**WHAT THE TASK ASKS**
Going line by line through the entries below, note each one with "check", then report how many there are and nothing else.

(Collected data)
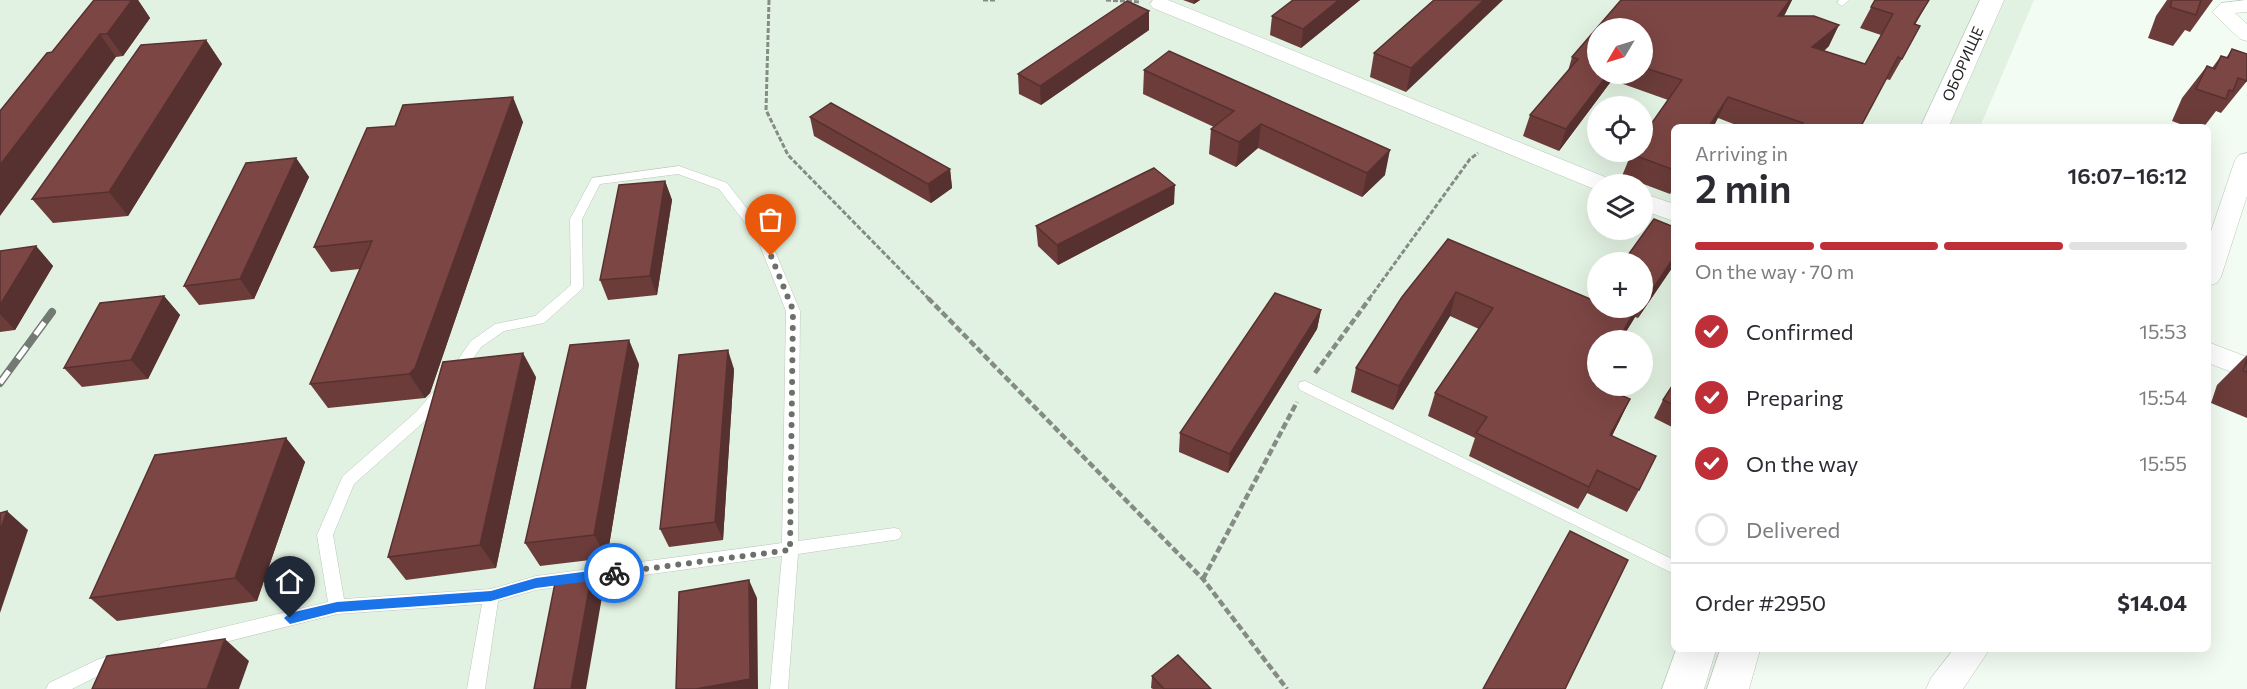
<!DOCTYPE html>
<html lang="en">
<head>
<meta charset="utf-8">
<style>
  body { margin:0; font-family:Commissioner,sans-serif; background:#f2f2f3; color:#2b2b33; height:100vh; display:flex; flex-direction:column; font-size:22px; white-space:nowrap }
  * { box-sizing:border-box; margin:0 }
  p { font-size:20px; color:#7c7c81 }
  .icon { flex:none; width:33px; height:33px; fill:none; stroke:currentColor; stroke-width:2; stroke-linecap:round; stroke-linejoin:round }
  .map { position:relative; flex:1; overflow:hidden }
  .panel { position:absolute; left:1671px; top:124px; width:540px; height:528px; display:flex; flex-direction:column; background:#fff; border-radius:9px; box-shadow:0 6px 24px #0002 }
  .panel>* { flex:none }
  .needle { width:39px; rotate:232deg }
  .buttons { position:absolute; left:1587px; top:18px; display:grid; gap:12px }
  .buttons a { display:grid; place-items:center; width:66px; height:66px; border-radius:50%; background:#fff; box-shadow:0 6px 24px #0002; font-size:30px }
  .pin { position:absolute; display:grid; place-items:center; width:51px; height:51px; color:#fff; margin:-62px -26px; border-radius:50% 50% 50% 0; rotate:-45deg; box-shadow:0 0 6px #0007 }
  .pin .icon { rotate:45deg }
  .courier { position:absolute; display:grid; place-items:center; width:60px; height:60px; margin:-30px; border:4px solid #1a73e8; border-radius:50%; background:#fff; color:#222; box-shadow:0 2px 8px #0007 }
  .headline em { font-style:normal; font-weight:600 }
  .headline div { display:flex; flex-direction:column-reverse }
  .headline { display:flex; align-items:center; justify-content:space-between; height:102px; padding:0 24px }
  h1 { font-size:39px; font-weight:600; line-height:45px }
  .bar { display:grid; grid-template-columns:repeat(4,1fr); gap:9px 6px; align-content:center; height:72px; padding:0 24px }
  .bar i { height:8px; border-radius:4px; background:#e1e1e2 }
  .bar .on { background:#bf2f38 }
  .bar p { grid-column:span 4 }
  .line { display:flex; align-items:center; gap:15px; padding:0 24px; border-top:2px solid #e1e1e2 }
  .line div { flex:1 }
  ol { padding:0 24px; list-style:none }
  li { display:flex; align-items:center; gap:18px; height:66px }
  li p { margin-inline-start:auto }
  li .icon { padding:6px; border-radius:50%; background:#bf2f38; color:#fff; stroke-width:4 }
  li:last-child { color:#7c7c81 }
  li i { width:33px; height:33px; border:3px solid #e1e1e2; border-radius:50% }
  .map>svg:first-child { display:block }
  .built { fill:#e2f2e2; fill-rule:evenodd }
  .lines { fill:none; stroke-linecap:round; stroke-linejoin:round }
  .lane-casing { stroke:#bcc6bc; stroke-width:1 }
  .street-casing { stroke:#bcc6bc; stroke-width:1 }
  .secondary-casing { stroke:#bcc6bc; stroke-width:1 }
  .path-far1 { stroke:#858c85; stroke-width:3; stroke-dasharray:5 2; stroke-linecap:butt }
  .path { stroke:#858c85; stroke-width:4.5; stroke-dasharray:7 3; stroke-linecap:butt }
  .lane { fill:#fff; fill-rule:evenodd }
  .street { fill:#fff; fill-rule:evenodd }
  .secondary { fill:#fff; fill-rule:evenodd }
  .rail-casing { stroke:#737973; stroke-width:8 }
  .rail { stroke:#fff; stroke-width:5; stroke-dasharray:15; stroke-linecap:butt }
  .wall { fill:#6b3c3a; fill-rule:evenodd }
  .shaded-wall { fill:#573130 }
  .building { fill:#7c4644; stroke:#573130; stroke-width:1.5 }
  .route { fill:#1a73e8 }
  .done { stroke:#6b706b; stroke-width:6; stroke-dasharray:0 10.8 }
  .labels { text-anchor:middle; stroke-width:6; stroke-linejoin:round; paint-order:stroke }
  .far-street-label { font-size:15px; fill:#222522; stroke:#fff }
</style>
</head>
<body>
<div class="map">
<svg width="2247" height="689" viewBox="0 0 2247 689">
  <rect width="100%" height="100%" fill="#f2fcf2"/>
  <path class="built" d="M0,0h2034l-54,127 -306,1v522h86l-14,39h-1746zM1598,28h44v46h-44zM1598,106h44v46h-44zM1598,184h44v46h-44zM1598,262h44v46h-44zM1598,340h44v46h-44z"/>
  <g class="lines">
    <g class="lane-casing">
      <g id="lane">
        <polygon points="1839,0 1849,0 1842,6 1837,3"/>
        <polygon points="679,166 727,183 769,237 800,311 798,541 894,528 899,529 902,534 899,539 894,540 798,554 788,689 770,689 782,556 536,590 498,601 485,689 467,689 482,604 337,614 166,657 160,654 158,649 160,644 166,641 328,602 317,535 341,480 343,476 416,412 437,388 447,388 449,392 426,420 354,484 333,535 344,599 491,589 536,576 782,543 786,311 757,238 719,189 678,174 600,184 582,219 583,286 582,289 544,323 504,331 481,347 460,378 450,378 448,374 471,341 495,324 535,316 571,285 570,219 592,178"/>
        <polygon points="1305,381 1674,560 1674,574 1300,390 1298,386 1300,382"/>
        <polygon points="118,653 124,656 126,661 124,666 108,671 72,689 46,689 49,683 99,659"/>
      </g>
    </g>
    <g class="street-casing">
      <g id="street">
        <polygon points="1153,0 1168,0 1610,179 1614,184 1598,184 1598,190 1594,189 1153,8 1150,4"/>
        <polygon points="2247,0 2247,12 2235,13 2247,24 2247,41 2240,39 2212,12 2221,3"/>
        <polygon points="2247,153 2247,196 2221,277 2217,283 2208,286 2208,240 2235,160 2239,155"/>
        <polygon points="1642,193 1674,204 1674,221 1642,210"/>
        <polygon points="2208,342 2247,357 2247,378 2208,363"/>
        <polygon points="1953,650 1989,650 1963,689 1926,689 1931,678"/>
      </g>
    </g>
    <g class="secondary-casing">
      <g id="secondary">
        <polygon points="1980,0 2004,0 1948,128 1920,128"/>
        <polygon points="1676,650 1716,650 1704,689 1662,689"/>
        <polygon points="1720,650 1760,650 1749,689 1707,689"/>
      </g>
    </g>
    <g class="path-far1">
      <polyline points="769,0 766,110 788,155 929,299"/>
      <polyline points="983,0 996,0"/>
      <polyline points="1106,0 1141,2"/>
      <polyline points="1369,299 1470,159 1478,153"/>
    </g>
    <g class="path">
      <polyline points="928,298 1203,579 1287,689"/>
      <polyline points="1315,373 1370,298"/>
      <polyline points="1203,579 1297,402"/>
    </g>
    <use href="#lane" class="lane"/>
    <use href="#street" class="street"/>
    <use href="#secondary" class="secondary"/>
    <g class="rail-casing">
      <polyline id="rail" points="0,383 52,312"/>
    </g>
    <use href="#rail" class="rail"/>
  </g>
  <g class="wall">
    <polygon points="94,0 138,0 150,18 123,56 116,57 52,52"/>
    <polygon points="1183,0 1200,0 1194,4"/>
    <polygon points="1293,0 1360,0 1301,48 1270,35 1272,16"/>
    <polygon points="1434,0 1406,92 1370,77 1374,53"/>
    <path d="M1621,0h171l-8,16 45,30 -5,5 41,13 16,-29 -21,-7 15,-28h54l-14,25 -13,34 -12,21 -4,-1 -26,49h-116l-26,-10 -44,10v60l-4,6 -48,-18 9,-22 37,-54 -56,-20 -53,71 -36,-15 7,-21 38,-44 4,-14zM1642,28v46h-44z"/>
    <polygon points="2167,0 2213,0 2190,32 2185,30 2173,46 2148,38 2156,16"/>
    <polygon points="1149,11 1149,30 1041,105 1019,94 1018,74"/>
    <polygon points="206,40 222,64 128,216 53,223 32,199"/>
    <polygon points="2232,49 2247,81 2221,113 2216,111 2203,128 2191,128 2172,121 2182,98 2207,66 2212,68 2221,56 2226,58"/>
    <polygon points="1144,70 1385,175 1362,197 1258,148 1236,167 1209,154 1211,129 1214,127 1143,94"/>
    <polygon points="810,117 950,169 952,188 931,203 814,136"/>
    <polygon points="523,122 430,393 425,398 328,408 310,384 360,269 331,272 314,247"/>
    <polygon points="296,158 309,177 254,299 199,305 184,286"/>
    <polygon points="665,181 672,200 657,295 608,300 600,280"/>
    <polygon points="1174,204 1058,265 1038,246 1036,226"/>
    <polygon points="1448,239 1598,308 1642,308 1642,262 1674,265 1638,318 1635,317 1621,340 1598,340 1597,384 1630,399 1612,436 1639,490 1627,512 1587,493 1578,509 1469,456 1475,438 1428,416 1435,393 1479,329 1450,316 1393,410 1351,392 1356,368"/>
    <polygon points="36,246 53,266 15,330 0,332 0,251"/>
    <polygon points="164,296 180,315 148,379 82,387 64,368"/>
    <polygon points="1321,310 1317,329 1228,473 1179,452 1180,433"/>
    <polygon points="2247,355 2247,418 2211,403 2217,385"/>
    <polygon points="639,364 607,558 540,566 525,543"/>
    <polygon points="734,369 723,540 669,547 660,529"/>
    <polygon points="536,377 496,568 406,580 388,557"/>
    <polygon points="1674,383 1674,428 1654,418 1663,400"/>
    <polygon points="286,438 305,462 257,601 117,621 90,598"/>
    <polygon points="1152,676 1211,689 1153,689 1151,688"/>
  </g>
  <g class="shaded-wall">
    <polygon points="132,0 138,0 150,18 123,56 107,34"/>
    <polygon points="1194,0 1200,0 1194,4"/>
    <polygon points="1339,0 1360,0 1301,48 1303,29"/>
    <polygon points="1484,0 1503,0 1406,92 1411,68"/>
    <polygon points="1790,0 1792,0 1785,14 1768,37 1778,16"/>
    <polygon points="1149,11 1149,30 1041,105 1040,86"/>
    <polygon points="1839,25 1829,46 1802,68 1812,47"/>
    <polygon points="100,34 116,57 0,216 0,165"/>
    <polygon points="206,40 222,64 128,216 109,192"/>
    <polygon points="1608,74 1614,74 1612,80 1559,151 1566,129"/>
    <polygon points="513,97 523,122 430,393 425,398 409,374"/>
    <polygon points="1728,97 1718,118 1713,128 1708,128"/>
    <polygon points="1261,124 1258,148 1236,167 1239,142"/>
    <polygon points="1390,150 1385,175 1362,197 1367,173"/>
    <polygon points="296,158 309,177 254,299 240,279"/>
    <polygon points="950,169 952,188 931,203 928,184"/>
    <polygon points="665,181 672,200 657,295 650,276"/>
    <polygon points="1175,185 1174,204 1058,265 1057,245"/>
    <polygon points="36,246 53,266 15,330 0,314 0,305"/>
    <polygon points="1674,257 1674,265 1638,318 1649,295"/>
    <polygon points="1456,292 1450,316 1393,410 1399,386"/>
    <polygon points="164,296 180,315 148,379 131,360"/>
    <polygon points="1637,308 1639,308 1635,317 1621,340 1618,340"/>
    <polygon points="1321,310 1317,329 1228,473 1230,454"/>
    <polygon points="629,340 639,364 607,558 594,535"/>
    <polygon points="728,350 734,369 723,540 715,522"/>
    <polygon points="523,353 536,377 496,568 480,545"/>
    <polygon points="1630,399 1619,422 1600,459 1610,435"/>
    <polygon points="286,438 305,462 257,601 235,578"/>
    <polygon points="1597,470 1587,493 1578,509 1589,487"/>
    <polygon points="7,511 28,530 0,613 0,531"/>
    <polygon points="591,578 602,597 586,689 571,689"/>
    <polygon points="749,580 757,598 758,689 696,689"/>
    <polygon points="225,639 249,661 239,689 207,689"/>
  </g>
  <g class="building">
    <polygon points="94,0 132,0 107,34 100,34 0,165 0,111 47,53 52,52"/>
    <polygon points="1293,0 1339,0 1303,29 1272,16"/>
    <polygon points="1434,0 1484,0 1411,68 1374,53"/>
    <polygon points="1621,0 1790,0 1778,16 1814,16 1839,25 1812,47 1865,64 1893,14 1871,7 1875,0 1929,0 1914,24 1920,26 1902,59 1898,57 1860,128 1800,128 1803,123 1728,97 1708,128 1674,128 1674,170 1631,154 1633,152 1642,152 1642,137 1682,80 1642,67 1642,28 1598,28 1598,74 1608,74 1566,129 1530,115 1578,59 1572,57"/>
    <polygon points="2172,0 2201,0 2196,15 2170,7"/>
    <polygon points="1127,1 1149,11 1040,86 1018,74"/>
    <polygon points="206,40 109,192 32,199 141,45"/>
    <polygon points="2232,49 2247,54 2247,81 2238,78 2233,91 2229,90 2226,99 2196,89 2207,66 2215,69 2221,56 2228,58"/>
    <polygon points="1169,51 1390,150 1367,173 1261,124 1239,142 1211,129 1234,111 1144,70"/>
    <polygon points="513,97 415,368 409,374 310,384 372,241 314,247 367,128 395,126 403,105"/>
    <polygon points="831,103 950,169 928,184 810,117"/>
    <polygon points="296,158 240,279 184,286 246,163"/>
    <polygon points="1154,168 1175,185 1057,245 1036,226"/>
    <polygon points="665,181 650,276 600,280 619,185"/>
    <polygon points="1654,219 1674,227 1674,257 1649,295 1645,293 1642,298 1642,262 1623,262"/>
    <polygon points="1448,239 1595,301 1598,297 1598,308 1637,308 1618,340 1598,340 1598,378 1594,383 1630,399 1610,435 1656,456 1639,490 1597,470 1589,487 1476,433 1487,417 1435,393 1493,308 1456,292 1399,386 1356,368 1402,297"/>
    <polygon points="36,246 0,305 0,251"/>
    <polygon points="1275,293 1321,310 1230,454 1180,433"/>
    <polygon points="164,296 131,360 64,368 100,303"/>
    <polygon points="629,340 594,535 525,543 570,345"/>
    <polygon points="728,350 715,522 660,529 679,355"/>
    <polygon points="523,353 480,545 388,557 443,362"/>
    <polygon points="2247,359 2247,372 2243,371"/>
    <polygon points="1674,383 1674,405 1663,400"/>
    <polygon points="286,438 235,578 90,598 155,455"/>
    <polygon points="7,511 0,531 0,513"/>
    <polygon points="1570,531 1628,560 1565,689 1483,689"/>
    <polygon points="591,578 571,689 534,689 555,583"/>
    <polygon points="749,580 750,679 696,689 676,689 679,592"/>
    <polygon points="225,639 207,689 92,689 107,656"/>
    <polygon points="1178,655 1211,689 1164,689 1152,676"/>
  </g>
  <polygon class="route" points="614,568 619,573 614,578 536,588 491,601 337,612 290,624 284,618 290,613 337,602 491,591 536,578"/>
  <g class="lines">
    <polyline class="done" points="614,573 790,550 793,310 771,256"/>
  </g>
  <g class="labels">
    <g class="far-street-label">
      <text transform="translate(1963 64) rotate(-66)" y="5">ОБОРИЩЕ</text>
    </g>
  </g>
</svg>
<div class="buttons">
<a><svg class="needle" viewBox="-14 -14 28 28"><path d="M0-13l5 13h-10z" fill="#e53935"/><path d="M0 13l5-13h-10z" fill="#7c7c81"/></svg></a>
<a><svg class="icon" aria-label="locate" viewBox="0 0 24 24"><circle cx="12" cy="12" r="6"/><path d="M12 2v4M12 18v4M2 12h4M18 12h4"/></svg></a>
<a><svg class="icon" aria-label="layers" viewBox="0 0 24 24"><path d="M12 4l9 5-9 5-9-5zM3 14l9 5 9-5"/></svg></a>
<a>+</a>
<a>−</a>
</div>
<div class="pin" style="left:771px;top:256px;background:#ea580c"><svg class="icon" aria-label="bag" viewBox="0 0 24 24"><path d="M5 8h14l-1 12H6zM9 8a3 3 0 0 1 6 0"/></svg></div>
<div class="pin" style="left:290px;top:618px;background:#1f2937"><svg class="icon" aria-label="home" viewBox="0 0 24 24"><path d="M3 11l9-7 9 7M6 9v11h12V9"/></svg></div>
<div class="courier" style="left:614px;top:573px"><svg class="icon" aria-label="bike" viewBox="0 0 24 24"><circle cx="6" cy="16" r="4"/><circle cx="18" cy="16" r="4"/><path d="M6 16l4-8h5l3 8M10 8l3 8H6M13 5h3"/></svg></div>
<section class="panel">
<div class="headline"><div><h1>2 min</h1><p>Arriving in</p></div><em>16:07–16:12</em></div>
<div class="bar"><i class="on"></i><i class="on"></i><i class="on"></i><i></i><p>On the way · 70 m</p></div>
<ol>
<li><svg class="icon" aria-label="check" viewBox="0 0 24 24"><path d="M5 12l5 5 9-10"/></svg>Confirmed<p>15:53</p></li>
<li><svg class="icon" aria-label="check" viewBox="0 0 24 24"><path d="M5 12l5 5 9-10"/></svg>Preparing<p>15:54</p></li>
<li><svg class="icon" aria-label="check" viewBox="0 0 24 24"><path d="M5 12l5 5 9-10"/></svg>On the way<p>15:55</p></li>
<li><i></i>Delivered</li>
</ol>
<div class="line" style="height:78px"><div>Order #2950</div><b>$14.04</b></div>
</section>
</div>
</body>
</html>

**RESULT**
3